I am only looking at this one picture and your question, but it wouldn't hurt at all to go to your GYN with the idea you'd like to see a PT short-term.
posted by rumposinc at 5:12 PM on June 21, 2012 [1 favorite]


Definitely go and see your OB/GYN, as he or she will be very familiar with this. To me, this looks like diastasis recti, as I have a fairly severe case of it. I have done a lot of googling on the topic, and I have not run into any 100% agreed upon solutions. As well as hearing about the exercises in the Tupler method linked above, I have heard you should work more on the obliques (either side of your abdomen), rather than the rectus abdominis (right down the center).

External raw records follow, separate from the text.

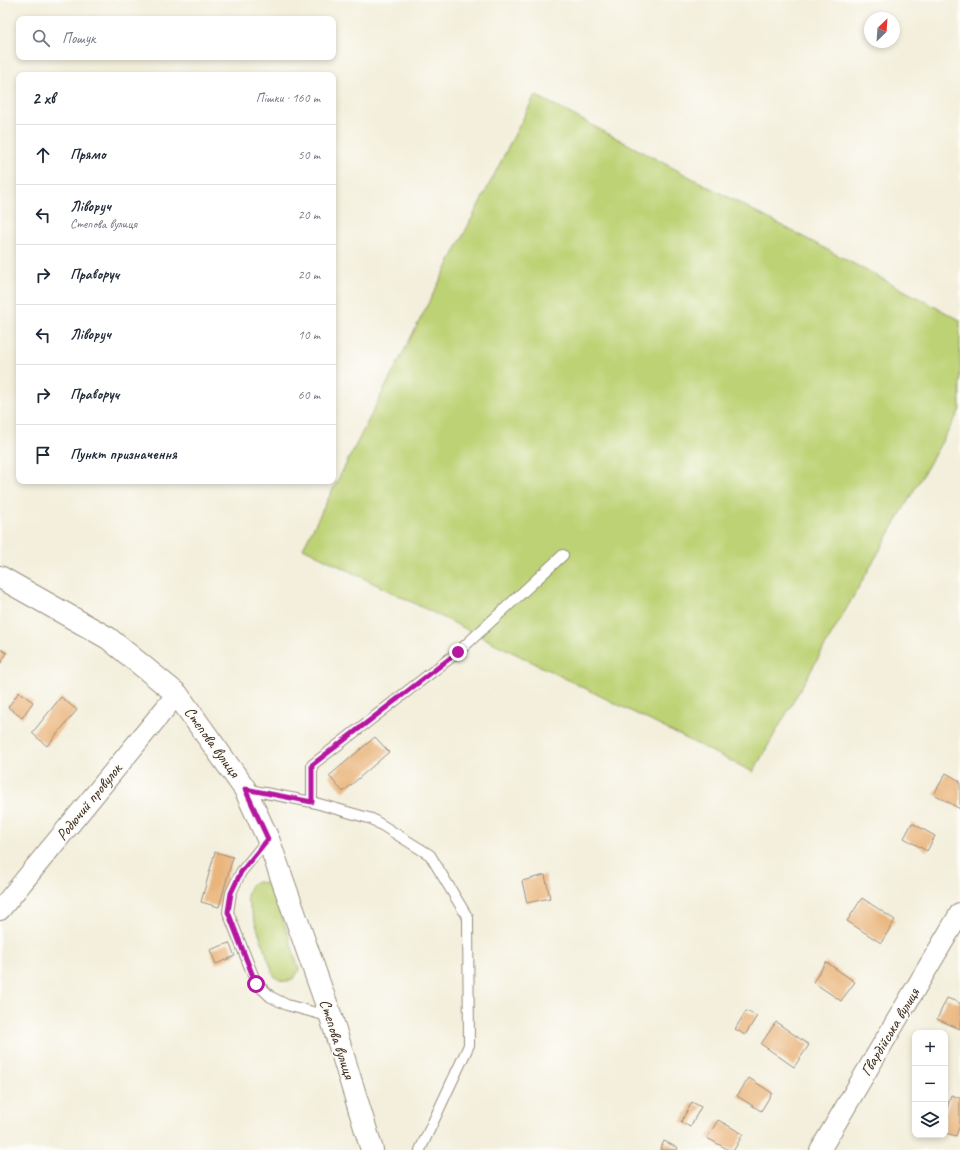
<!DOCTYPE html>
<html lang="uk">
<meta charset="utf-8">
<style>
body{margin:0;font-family:Caveat,sans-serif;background:#f2f2f3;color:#1f2937}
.controls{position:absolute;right:12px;bottom:12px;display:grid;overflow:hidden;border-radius:8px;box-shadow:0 2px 6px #0003}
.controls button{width:36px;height:36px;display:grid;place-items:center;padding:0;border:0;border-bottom:1px solid #e0e1e3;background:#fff;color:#1f2937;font:20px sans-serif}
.compass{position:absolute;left:864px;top:12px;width:36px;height:36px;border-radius:50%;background:#fff;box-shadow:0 2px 6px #0003;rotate:25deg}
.stop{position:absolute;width:12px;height:12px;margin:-9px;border:3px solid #b5179e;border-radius:50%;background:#fff}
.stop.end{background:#b5179e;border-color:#fff;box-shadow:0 1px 4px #0008}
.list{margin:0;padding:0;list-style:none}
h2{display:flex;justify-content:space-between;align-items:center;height:52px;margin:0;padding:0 16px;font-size:17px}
h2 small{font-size:13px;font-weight:400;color:#747a83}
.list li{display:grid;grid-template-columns:26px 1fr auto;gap:12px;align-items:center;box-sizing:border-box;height:60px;padding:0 16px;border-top:1px solid #e0e1e3}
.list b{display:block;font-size:15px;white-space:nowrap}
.list p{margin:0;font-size:13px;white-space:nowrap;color:#747a83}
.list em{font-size:13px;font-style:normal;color:#747a83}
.icon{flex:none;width:22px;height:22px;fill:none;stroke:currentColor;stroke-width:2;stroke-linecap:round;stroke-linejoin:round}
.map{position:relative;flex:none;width:960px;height:1150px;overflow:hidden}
.search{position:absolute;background:#fff;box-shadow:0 2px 6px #0003;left:16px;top:16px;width:320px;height:44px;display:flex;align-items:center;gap:10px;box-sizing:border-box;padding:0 14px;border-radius:8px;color:#747a83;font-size:15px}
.panel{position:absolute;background:#fff;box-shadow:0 2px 6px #0003;left:16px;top:72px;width:320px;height:412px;border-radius:8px}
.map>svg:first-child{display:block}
.green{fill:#bdd275;stroke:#7c7e4a}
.building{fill:#eab57d}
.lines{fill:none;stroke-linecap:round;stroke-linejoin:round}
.lane-casing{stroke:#978c7d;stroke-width:12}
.street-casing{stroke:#978c7d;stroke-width:22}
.secondary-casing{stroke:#978c7d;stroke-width:24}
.lane{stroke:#fff;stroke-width:10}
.street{stroke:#fff;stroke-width:20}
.secondary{stroke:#fff;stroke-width:22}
.route{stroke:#b5179e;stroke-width:5}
.labels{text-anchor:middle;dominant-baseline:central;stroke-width:3;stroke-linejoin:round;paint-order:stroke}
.street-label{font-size:16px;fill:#3b2a1e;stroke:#fdfcf7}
</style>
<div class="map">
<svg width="960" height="1150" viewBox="0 0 960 1150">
<rect width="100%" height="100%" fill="#fdfcf7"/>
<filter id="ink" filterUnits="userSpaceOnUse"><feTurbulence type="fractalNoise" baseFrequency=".025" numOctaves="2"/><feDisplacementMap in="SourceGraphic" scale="8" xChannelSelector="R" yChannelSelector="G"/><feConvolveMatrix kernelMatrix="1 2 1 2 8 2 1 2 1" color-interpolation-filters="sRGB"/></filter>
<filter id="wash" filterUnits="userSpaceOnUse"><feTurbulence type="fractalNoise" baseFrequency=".012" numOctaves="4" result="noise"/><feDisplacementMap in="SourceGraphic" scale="16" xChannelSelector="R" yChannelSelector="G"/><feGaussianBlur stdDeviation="0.9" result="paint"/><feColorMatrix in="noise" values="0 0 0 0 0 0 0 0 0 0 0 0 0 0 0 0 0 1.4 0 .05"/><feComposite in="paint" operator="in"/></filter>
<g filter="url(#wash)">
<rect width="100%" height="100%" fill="#f3efdc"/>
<g class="green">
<path d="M535 95 960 320V410L753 772 303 548Z"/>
<path d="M257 882 267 883 274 891 299 969C295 982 284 985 274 976L247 899C247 890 250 885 257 882Z"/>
</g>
<g id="blocks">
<g class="building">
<path d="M0 649 7 653 0 664Z"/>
<path d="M19 692 33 702 22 718 8 707Z"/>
<path d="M61 697 77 710 47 746 32 733Z"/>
<path d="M375 737 389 752 343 792 329 776Z"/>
<path d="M946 773 960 781V809L934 794Z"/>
<path d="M912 823 935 836 927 851 904 838Z"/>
<path d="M215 852 233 857 219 907 201 902Z"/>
<path d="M545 875 550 898 527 903 522 881Z"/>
<path d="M862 898 895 920 881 943 847 921Z"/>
<path d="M229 943 235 956 216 964 210 950Z"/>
<path d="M826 962 855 982 841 1001 813 982Z"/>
<path d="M947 998 960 1003V1029L937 1019Z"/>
<path d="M746 1011 757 1016 745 1035 735 1029Z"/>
<path d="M776 1022 809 1045 794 1067 761 1044Z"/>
<path d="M749 1078 772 1093 761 1111 737 1096Z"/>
<path d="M951 1095 960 1098V1125L956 1136 945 1133V1115Z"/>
<path d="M692 1102 701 1107 690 1127 681 1122Z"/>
<path d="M718 1120 743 1134 734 1150H729L707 1138Z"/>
<path d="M664 1141 678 1148 677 1150H660Z"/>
</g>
</g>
</g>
<g filter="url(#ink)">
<use href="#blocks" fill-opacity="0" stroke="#978c7d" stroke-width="1"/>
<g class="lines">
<g class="lane-casing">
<g id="lane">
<path d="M245 789 312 802 372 819 430 855 468 918 469 1045 420 1150"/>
<path d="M312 802V765L458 652 563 555"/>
<path d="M268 839 241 872 231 893 228 912 256 983 271 997 287 1005 331 1017"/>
</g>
</g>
<g class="street-casing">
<g id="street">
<path d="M0 910 177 694"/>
<path d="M820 1150 960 913"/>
</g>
</g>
<g class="secondary-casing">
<path id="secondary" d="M0 577 108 638 177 694 245 789 268 839 331 1017 372 1150"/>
</g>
<use href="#lane" class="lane"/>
<use href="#street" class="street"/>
<use href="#secondary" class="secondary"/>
</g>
</g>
<g class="lines" filter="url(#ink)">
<path class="route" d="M256 984 228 912 231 893 241 872 268 839 245 789 312 802V765L458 652"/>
</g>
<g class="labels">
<g class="street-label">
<text transform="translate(212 742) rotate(54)">Степова вулиця</text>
<text transform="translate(89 802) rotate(-51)">Родючий провулок</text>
<text transform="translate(890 1032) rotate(-59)">Гвардійська вулиця</text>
<text transform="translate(337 1039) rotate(72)">Степова вулиця</text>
</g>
</g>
</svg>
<div class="controls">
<button>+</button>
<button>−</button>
<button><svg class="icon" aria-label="layers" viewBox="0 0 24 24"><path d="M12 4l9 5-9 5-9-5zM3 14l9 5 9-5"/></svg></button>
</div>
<svg class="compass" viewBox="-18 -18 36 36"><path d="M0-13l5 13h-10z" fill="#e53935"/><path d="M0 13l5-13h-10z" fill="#747a83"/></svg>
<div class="stop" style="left:256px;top:984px"></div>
<div class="stop end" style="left:458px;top:652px"></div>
<div class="search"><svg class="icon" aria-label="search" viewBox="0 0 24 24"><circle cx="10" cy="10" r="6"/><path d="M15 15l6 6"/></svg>Пошук</div>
<section class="panel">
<h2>2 хв<small>Пішки · 160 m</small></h2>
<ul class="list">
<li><svg class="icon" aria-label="ahead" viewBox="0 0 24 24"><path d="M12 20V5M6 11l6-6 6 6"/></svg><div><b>Прямо</b></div><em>50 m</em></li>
<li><svg class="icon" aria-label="left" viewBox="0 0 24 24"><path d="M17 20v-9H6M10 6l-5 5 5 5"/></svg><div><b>Ліворуч</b><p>Степова вулиця</p></div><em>20 m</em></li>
<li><svg class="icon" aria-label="right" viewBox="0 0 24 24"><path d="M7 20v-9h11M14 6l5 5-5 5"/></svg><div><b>Праворуч</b></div><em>20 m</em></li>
<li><svg class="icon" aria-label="left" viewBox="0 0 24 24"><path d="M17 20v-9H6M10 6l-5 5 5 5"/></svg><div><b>Ліворуч</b></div><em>10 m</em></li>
<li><svg class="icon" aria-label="right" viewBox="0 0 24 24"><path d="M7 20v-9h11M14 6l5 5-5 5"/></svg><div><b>Праворуч</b></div><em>60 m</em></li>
<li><svg class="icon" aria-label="arrive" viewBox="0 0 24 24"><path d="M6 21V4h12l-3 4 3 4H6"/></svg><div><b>Пункт призначення</b></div></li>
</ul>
</section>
</div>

I strongly second rumposinc's suggestion of going to see a PT, but definitely one who is familiar with diastasis recti.

Targeted exercises are definitely the first thing to try, and you can likely resolve it that way. In more extreme cases, then surgery to reattach the two sets of muscles can be necessary, although sadly this is almost never covered by health insurance in the US.
posted by Joh at 8:56 PM on June 21, 2012


After almost one year and many MANY trips to the gym, I'm happy to report that I no longer have this strange protrusion anymore. Yay! I avoided all abdominal exercises, but was still able to achieve a stronger core through strength training and yoga. Thanks for your replies!